**Exercise objective:** Report how many lines of the listing include the word "positions"; nothing else should be written.

**Data:**

*** Begin section ***

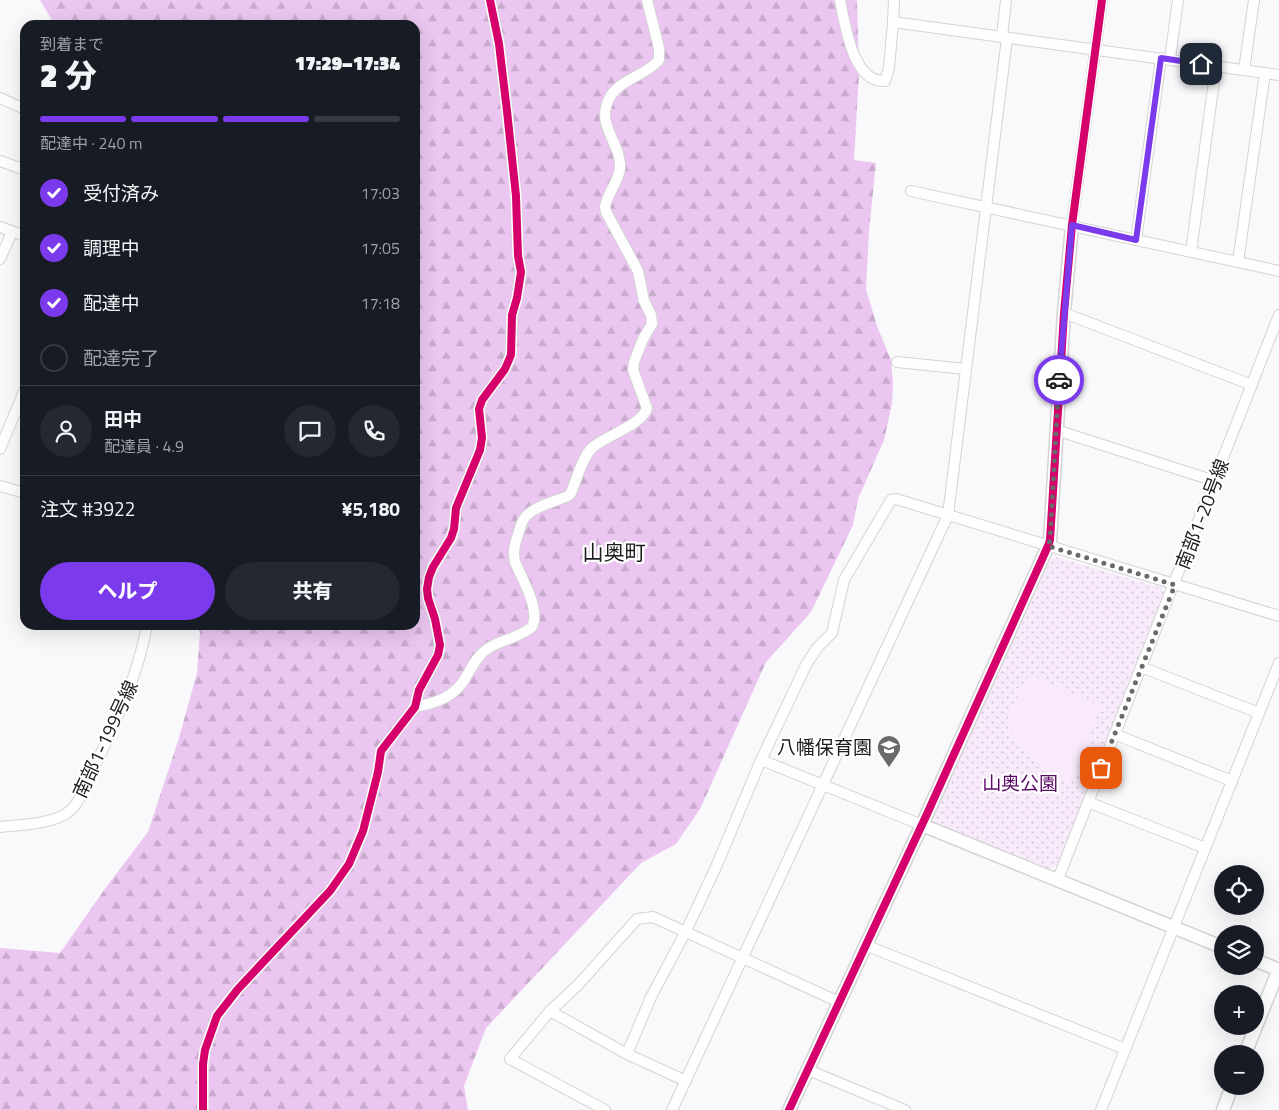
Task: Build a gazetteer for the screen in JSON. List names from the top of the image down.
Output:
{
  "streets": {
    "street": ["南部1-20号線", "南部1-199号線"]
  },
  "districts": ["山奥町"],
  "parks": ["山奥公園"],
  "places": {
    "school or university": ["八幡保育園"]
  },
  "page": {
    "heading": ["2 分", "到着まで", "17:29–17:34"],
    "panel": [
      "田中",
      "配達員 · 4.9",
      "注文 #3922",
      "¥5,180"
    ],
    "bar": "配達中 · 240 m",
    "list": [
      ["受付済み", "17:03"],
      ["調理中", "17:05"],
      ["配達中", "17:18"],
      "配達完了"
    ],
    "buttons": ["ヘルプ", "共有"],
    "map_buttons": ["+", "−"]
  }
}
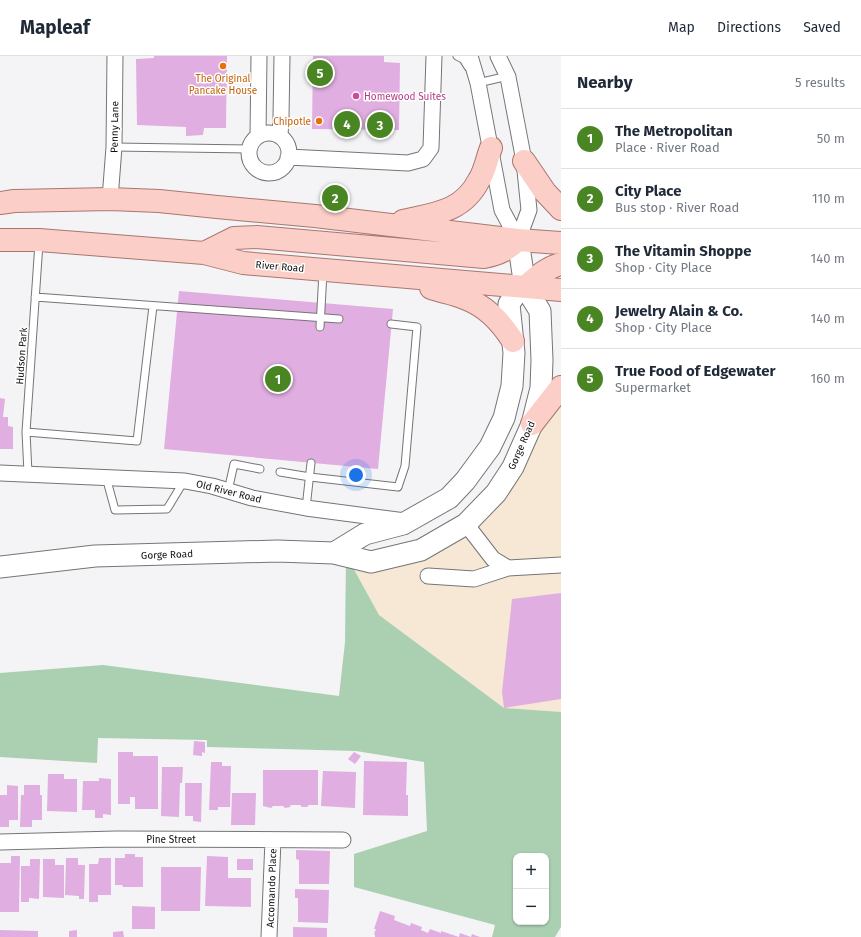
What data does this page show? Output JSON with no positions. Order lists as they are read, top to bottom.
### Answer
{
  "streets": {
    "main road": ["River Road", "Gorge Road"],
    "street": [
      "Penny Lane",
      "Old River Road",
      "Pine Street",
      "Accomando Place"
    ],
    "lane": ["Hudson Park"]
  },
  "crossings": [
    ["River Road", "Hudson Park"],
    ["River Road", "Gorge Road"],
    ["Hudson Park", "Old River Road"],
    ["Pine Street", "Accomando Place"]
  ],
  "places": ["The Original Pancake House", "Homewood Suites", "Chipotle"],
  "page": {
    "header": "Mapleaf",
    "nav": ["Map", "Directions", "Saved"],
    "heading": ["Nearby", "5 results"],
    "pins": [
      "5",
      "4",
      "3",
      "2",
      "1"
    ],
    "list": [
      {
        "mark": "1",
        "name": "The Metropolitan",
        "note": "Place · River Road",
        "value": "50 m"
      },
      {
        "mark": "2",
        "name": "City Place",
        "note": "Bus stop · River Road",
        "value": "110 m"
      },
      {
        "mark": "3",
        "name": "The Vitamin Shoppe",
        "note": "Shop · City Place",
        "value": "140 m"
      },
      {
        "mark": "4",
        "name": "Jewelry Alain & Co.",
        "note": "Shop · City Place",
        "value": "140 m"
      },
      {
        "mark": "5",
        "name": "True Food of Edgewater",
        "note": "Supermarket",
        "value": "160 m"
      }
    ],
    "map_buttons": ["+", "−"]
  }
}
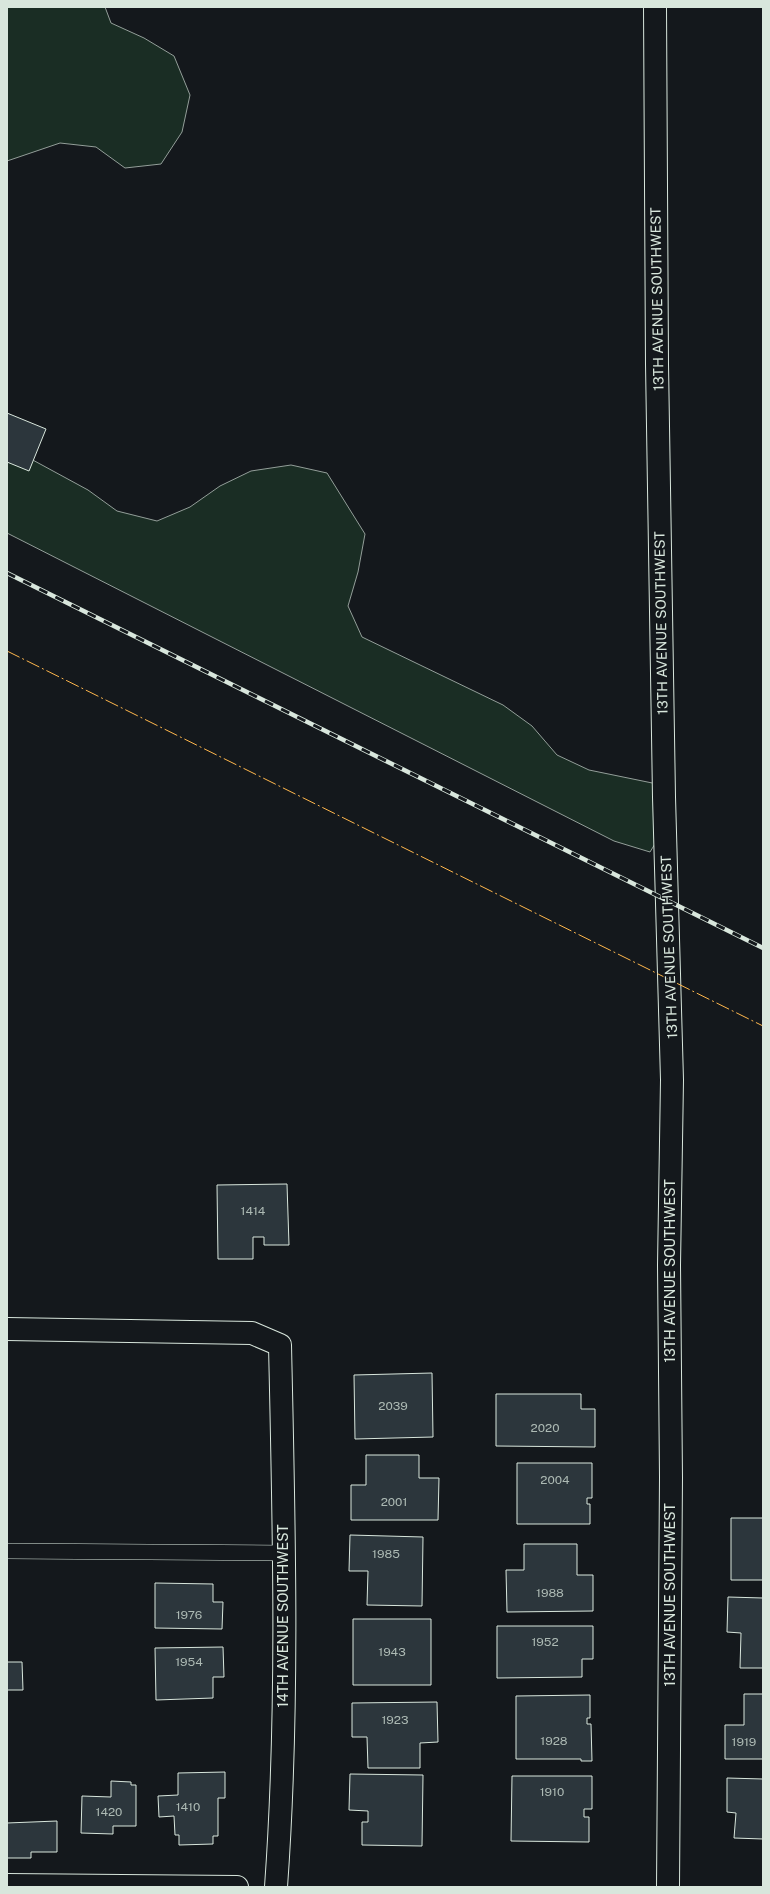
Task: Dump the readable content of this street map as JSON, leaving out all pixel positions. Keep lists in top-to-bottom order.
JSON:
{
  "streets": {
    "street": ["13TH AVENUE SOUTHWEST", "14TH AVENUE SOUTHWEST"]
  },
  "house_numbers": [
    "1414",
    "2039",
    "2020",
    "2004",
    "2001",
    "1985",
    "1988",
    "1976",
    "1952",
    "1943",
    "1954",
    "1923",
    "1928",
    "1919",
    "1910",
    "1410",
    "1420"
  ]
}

*** End section ***
*** Begin section ***

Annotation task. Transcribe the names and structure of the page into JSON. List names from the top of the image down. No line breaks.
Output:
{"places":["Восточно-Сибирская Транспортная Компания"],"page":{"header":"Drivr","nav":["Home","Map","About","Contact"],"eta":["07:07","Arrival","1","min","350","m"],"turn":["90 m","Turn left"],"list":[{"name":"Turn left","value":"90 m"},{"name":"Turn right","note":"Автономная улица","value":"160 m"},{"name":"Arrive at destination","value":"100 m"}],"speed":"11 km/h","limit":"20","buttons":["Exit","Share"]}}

*** End section ***

**Final answer:** 2